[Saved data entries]

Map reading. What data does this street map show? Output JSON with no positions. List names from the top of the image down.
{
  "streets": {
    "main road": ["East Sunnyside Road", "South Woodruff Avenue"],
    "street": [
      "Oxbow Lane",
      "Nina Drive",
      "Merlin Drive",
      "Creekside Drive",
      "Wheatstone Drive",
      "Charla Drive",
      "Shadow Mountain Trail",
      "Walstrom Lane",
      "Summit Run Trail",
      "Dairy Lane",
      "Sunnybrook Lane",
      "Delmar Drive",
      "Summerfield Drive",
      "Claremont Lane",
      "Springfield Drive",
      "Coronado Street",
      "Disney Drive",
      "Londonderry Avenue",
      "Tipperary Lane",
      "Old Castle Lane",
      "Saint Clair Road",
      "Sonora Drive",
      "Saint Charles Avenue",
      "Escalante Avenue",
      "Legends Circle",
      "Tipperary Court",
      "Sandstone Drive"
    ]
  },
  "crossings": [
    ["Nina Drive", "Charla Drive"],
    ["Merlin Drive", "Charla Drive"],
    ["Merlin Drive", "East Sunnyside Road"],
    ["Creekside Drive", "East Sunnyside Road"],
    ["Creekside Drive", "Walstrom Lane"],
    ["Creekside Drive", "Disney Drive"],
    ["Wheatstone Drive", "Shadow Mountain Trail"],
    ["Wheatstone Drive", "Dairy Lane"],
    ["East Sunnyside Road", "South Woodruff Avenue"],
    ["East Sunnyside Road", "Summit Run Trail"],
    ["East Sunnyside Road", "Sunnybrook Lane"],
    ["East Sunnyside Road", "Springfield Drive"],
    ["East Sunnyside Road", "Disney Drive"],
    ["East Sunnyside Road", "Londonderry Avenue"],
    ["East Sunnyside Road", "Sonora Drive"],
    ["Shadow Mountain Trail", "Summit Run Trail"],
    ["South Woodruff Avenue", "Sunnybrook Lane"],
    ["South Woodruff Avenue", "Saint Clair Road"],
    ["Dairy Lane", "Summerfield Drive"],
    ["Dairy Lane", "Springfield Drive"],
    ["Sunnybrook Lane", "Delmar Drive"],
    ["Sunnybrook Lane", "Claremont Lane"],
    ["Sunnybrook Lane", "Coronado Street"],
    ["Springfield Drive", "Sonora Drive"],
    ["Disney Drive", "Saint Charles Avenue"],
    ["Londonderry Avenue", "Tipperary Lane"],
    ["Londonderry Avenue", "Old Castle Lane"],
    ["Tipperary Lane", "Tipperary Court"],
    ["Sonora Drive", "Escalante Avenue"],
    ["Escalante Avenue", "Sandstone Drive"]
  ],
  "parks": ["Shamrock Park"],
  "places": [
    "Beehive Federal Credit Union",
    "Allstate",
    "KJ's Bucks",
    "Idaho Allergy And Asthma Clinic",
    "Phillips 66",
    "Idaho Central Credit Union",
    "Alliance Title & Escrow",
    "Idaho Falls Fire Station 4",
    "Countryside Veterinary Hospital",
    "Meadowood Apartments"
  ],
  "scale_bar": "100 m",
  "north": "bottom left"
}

→ **Your objective**
Among the lines above, find those with the word "Delmar". Copy them.

→ **The completed task**
      "Delmar Drive",
    ["Sunnybrook Lane", "Delmar Drive"],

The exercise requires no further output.